Nella strage, avvenuta l’11 dicembre del 2006, furono uccisi Raffaella Castagna, suo figlio Youssef Marzouk di appena due anni, la madre Paola Galli e la vicina di casa Valeria Cherubini. I due coniugi sono stati condannati anche per il tentato omicidio di Mario Frigerio, marito di Cherubini, unico sopravvissuto per una malformazione alla carotide e supertestimone di quanto accaduto, poi deceduto nel 2014.
Il rinvio è stato chiesto dalla difesa dei due coniugi che ha manifestato la necessità di avere più tempo per le repliche.
L’accusa, rappresentata dal pg Guido Rispoli e dall’avvocato generale dello Stato Domenico Chiaro, aveva infatti affermato che le nuove prove erano “inammissibili”. “Non è vero che la condanna si basa solo su tre prove. Plurimi sono gli indizi che gravano sugli imputati”, ha spiegato in aula Chiaro. Una tesi portata avanti anche da Rispoli secondo cui “le nuove prove non ribalteranno” le sentenze anche perché a carico di Romano e Bazzi vi è “una cascata di altre prove”. “Inammissibile”, ha sostenuto poi Rispoli, l’istanza di revisione del processo presentata dal sostituto pg di Milano Cuno Tarfusser perché “redatta e firmata da un soggetto che non è titolare”. “È un unicuum in Italia”, ha affermato Chiaro, secondo cui “la verità è scritta nelle sentenze” e il movente dei coniugi era “poderoso”. Per la difesa dei due coniugi la tesi dell’accusa ha però delle “motivazioni molto deboli”.

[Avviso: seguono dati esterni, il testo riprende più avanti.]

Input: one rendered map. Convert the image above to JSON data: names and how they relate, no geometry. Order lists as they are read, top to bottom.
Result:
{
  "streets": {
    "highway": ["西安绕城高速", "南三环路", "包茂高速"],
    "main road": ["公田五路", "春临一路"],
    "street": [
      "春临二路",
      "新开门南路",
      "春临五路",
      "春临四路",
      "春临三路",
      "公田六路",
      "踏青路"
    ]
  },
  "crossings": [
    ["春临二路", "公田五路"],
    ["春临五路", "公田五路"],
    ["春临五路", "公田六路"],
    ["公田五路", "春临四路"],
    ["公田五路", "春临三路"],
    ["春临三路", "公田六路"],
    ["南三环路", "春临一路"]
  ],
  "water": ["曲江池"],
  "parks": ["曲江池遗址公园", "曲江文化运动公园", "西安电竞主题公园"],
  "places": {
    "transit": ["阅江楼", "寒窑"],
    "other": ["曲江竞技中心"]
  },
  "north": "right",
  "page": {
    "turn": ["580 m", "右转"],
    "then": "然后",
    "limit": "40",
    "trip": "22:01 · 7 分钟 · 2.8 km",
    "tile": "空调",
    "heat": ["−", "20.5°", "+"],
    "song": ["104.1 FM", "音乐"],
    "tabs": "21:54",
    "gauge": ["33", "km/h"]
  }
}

All’uscita dal palazzo di giustizia di Brescia, l’avvocato Fabio Schembri, difensore di Olindo e Rosa, ha spiegato ai giornalisti presenti che è “possibile ribaltare” l’esito dei precedenti processi “tramite le nuove prove”. Le criticità sarebbero nella testimonianza di Frigerio che, per l’avvocato generale, era stata invece immediata. Unico sopravvissuto, Frigerio “ha detto subito” che “era stato Olindo” e “bisogna dirlo che è falso non abbia parlato già il 15 dicembre”. Così come non venne commesso alcun errore durante il repertamento fatto dai carabinieri di Como della traccia ematica trovata sull’auto di Olindo e attribuita a Cherubini.

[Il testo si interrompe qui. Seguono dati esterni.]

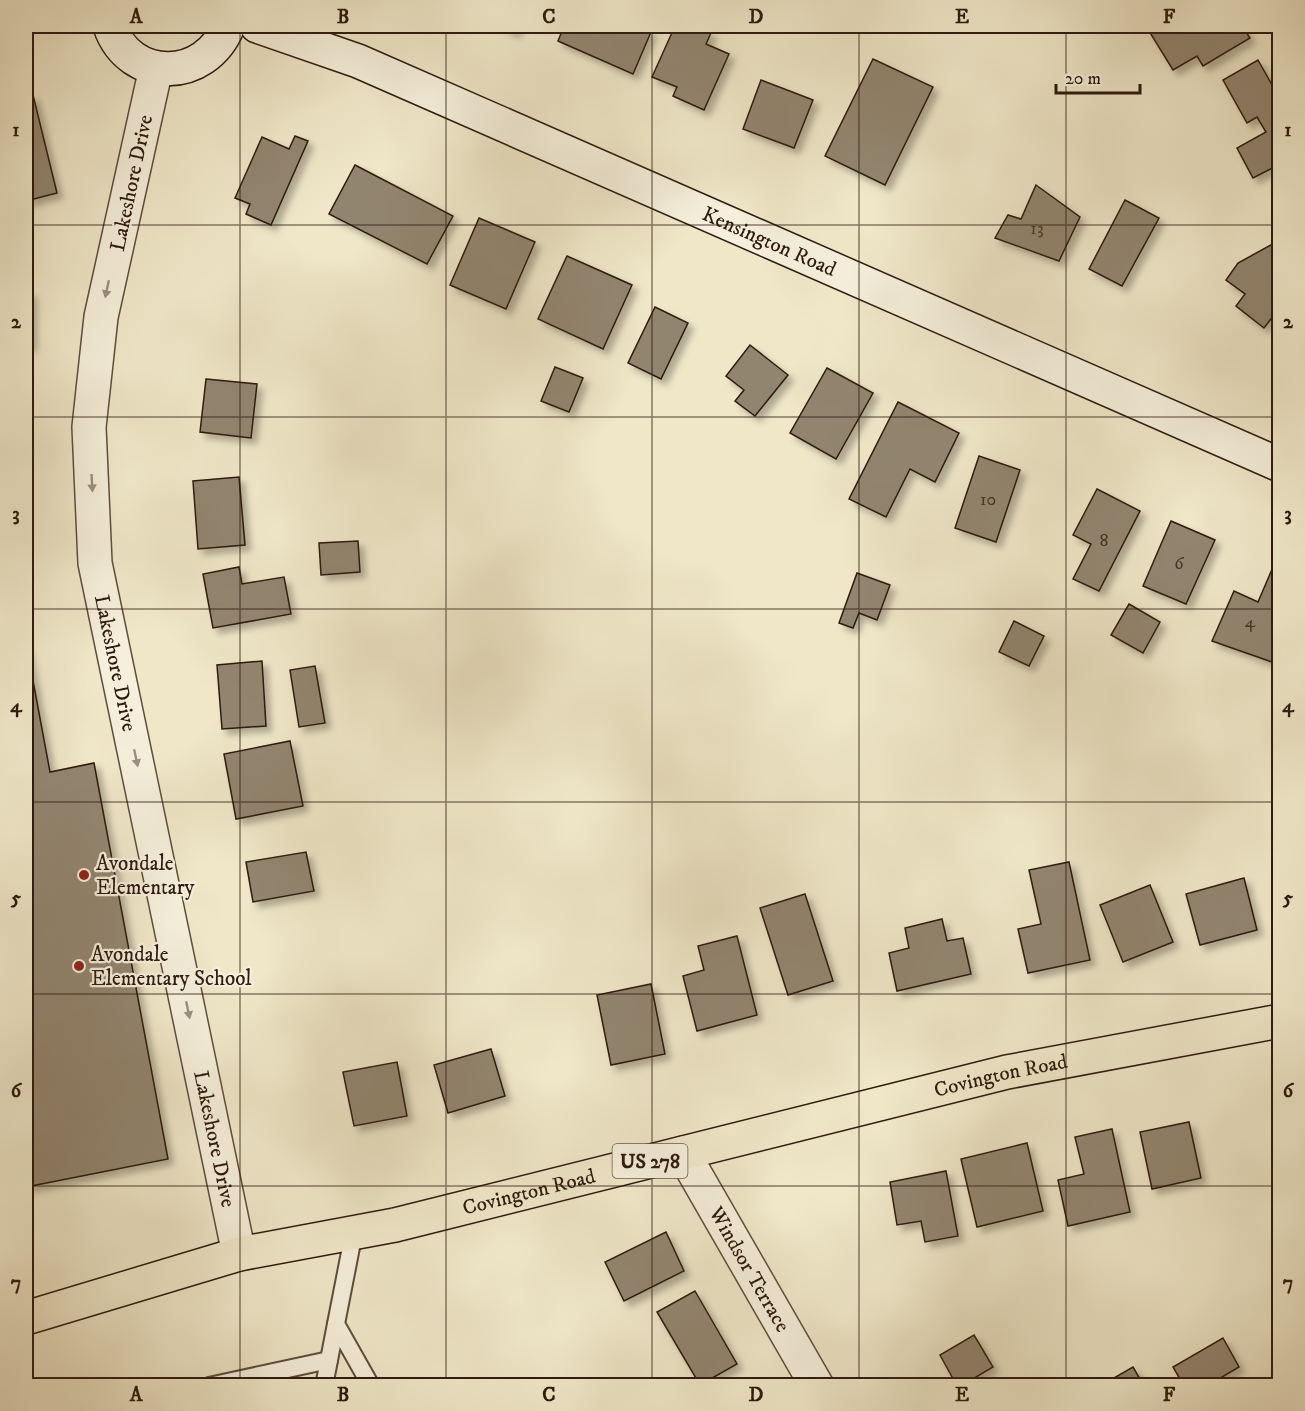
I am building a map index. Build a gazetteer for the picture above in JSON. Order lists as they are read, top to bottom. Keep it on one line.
{"streets":{"main road":["Covington Road","US 278"],"street":["Lakeshore Drive","Kensington Road","Windsor Terrace"]},"crossings":[["Lakeshore Drive","Covington Road"],["Covington Road","Windsor Terrace"]],"one_way":["Lakeshore Drive"],"places":["Avondale Elementary","Avondale Elementary School"],"house_numbers":["13","10","8","6","4"],"scale_bar":"20 m","grid":{"columns":["A","B","C","D","E","F"],"rows":["1","2","3","4","5","6","7"]}}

L’ipotesi della difesa è che non ci sia la certezza che appartenga a quest’ultima. “Nessun trucco” in quella operazione di repertamento, ha risposto Rispoli. Altre piste, per l’accusa, sono da escludere. Cherubini non fu colpita a morte nel suo appartamento, come invece sostiene la difesa. “Non vi erano aggressori nella casa della vicina” ed è “illogico” pensare a vie di fuga dal tetto o dal terrazzino. Gli assassini “sono madidi di sangue e sono armati, la corte di via Diaz è già piena di persone e quindi la difesa ipotizza la fuga dall’alto”, ha proseguito l’accusa. “Si parla di un palo e di tre extracomunitari fermi davanti a via Diaz”, ma “qualsiasi autore” di quell’eccidio “non si sarebbe fermato in strada”. Da escludere, infine, anche la pista della criminalità organizzata per la quale “i bambini non si toccano” ed è “inverosimile che la criminalità organizzata abbia fatto un agguato in quella palazzina in una corte chiusa, dove si poteva scappare solo a piedi, con la macchina lontana. Dov’é la logica, dove la buttiamo?”. Per la strage, le armi utilizzate “sono state spranghe e un coltellino di piccolo cabotaggio”, non quelle che “utilizzerebbe la criminalità”. Se ne riparlerà il mese prossimo.